I type the word and endless cliches come to mind, followed closely by cheesy lyrics. That crazy little thing called love. Love is in the air. Stop in the name of love. One love. Truly madly deeply. Still the one.
But to write about love itself in a raw, honest state is quite terrifying. All my words disappear.
I’ve never had my heart broken. I wonder what this says about me. I may have the allure of openness, but I’m not sure this is completely true.
Perhaps I have seen too many of the heartbroken, and decided this is a fate I’d like to spare myself.
Why do the heartbroken find it so hard to love again? People seem so jaded.
And once we have love is it enough? How do we get it to stay?
This article by Yes Magazine makes some interesting points. Our modern society emphasises Eros – love fuelled by passion and sexual desire. Yet apparently what we need is a love based on Philla – deep friendship with a large splash of Ludus – playful and frivolity. We put too much emphasis on falling in love, and not enough on “standing in love”.
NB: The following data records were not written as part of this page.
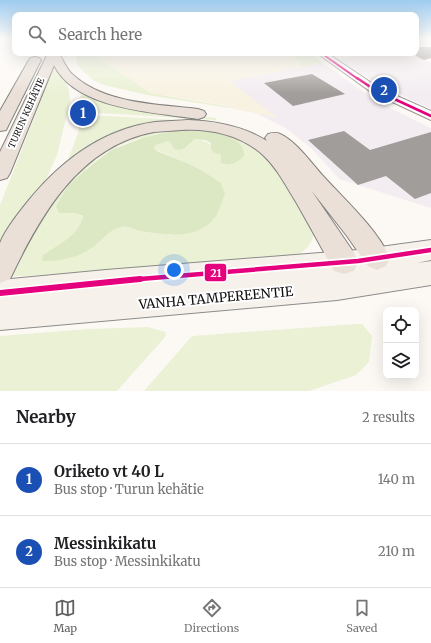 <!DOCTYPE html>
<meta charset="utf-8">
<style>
:root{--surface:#fff;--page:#f2f2f2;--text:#202124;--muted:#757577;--line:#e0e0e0;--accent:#626160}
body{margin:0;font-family:Merriweather,serif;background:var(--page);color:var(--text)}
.controls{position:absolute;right:12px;bottom:12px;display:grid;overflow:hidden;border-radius:8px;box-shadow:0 4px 16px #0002}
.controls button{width:36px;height:36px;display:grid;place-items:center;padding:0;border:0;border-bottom:1px solid var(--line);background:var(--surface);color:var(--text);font:20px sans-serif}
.you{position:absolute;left:174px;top:270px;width:14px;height:14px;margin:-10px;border:3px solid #fff;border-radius:50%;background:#1a73e8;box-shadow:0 0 0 6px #1a73e833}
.badge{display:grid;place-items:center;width:26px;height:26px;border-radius:50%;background:var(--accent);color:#fff;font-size:13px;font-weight:700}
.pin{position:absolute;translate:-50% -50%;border:2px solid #fff;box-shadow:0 1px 4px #0006}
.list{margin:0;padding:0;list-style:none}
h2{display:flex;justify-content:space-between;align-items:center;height:52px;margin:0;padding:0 16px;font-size:17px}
h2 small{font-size:13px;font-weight:400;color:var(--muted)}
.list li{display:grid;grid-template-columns:26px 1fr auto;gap:12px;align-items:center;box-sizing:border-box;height:72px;padding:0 16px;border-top:1px solid var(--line)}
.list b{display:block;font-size:15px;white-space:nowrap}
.list p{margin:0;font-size:13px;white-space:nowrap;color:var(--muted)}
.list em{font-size:13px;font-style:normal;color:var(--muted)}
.icon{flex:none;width:22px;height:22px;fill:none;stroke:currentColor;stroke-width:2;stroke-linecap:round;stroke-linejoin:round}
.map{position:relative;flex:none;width:431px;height:391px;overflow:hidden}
.search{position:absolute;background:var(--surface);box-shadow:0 4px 16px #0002;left:12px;right:12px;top:12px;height:44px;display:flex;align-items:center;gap:10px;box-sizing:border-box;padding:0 14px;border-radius:8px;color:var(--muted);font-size:15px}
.sheet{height:196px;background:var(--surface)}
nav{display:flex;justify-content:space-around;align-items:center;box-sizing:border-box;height:56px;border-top:1px solid var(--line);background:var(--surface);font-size:11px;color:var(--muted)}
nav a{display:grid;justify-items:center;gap:2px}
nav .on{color:var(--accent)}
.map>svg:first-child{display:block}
.industrial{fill:#f3edf1}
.farmland{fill:#f8f2e2}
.green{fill:#eaf1d5;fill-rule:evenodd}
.forest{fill:#dce8c3}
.building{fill:#a09d9a}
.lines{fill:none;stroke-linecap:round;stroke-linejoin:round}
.tertiary-casing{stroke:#969493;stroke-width:2}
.secondary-casing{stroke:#8c8b89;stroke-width:2}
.trunk-casing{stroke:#838280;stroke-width:2}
.tertiary{fill:#fffefe;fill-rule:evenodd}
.secondary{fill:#f6f2eb;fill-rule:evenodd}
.trunk{fill:#eae0d8;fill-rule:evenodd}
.bus-1-far3-casing{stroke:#fff;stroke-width:3.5}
.bus-1-far2-casing{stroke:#fff;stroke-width:4.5}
.bus-1-far1-casing{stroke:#fff;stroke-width:8}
.bus-1-casing{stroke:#fff;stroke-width:9}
.bus-1-far3{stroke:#e5007d;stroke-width:2}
.bus-1-far2{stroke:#e5007d;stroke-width:2.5}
.bus-1-far1{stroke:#e5007d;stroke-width:4.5}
.bus-1{stroke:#e5007d;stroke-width:6}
.labels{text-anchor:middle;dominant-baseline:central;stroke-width:4;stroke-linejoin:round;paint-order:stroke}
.far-street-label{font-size:9px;fill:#0f0f0f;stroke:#fff}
.near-street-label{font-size:13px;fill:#0f0f0f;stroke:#fff}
.line-badge{stroke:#fff;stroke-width:1.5}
.badge-label{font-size:11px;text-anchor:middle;font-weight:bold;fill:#fff}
</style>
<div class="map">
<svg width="431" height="391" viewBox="0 0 431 391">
<rect width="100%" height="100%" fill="#fcf9f5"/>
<!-- industrial -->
<path class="industrial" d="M374,53H407L431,62V109L376,83L339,59Z
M323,63L376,101L431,128V208L339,179L312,149L287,129L252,111L212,100L233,80Z"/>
<!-- farmland -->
<path class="farmland" d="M92,53H292L302,67L229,81L278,118L230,108V106L150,93Z"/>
<!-- green -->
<path class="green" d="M76,53H92L150,93L231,107L230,108L147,95L104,85L93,80L77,65Z
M292,53H310L323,63L302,67Z
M55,65L66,82L69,90L70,102L57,155L44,184L0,253V205Z
M80,90L151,110L217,118L216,120L82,112Z
M106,116L182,120L160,123L69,161L68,160L78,133L81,117Z
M195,127L236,136L269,157L313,229C316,250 294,257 278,261L8,277L21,244L70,172L131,135ZM178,130L202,131L224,135L221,163L222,155C213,145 208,141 195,139L187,147L174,149L169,141L156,145L154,149L187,163L221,183L171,235L122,226L112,229L97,244L43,255C58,243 79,236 83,217L74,213H59C67,200 74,186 83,174C104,144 145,136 178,130Z
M356,324H362L372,336L369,362L356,375L309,391H144L192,336Z
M148,327L165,332L166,336L117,391H0V336L88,329Z"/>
<!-- forest -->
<path class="forest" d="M178,130C197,131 245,130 244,156C236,163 232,166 221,163V155L213,152L211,149V143L205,140L195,139C188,145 184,152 174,149L169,141L156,145L154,148L157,151L187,163L204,172L221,183L225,194C222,200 220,208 217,214C200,241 168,235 141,231C135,230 127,225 121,227C111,229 106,236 99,242C83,257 63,261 42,261L43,255C58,244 79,236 83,216L74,213H59L56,206L68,186L95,162L111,150L145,137Z"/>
<!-- building -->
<path class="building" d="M422,47H431V58L424,60L416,56V48Z
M312,74L345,94L293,106L264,83Z
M344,131L370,150L431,132V193L415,199L386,176L358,185L308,140Z"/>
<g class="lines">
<defs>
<path id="tertiary" d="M317,53H327L379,88L431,111V120L371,92Z"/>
<path id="secondary" d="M431,240V260L417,263L431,261V285L337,300L0,330V280L106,270L358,250Z"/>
<path id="trunk" d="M48,53H59C63,60 66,68 72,74C104,104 157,104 198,109L204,111L206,114L204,117L198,119C154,112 76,110 54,65L10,173L7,178L0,180V152Z
M35,57L39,58L41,60L6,130L0,131V111L29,60L31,58Z
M188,120C216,121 243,126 267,141L265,138L268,134C272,133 276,132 280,134C296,141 312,164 324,177C346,201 377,229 390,258L386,266L377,270L368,266L347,236L311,190L354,253L358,262L354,271L344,274L334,271C322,248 309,225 296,202C286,186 277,168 263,155C241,135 210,128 181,130C173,131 163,131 154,132C79,146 40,216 10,279L0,283C0,272 0,252 0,243C5,230 20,211 29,200C61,161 103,129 155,122C166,121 177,121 188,120Z"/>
</defs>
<!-- tertiary casing -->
<use href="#tertiary" class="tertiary-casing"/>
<!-- secondary casing -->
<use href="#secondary" class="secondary-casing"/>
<!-- trunk casing -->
<use href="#trunk" class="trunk-casing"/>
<!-- tertiary -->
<use href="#tertiary" class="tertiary"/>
<!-- secondary -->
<use href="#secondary" class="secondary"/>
<!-- trunk -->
<use href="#trunk" class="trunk"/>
<defs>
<path id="bus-1-far3" d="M321,53L358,79"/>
<path id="bus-1-far2" d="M357,78L375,90L431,116"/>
<path id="bus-1-far1" d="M128,280L358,261L431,250"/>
<path id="bus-1" d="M0,293L140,279"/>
</defs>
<!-- bus-1-far3 casing -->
<use href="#bus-1-far3" class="bus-1-far3-casing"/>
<!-- bus-1-far2 casing -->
<use href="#bus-1-far2" class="bus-1-far2-casing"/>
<!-- bus-1-far1 casing -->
<use href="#bus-1-far1" class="bus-1-far1-casing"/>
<!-- bus-1 casing -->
<use href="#bus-1" class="bus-1-casing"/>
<!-- bus-1-far3 -->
<use href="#bus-1-far3" class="bus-1-far3"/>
<!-- bus-1-far2 -->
<use href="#bus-1-far2" class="bus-1-far2"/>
<!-- bus-1-far1 -->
<use href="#bus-1-far1" class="bus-1-far1"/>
<!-- bus-1 -->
<use href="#bus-1" class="bus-1"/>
</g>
<!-- sky -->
<linearGradient id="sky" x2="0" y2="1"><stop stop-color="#9dcbee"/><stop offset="0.41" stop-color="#fefcfa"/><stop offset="1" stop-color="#fefcfa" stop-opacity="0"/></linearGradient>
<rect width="431" height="94" fill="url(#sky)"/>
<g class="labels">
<!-- far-street labels -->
<g class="far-street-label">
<text transform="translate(26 113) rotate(-66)">TURUN KEHÄTIE</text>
</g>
<!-- near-street labels -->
<g class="near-street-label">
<text transform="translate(216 298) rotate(-5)">VANHA TAMPEREENTIE</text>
</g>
</g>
<rect class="line-badge" x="204" y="263" width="23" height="19" rx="4" fill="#e5007d"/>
<g class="badge-label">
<text x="216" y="277">21</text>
</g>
</svg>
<div class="controls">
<button><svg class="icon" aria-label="locate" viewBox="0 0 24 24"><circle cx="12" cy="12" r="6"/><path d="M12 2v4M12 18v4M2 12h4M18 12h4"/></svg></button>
<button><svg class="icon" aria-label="layers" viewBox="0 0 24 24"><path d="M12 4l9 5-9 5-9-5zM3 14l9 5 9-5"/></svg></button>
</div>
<div class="you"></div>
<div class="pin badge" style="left:83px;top:113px;background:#1a4fb4">1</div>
<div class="pin badge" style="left:384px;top:90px;background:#1a4fb4">2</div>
<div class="search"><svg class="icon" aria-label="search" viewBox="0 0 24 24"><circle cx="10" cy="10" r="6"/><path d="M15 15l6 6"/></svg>Search here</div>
</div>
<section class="sheet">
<h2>Nearby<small>2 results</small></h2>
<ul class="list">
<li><span class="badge" style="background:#1a4fb4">1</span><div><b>Oriketo vt 40 L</b><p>Bus stop · Turun kehätie</p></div><em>140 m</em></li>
<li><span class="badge" style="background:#1a4fb4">2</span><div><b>Messinkikatu</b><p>Bus stop · Messinkikatu</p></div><em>210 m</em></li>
</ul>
</section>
<nav>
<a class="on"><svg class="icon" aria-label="map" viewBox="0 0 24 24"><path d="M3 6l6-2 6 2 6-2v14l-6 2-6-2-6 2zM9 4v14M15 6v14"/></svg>Map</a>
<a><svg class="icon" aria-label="directions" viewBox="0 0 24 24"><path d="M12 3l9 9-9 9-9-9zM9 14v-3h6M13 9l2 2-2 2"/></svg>Directions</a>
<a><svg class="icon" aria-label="saved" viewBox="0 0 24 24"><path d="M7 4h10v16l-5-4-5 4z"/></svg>Saved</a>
</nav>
I’m sure that’s something we can all relate to. But we’ve grown up with the idea that we want to feel in love, if we don’t feel that something’s wrong. Do we give up too quickly?
This is a great love quote from an old favourite novel of mine:
“Love is a temporary madness, it erupts like volcanoes and then subsides. And when it subsides, you have to make a decision. You have to work out whether your roots have so entwined together that it is inconceivable that you should ever part. Because this is what love is. Love is not breathlessness, it is not excitement, it is not the promulgation of promises of eternal passion, it is not the desire to mate every second minute of the day, it is not lying awake at night imagining that he is kissing every cranny of your body. No, don’t blush, I am telling you some truths. That is just being “in love”, which any fool can do. Love itself is what is left over when being in love has burned away, and this is both an art and a fortunate accident.”
― Louis de Bernières, Captain Corelli’s Mandolin
I like that quote. But it kinda disappoints me.
I still have no answers really. Any lovers out there full of infinite wisdom?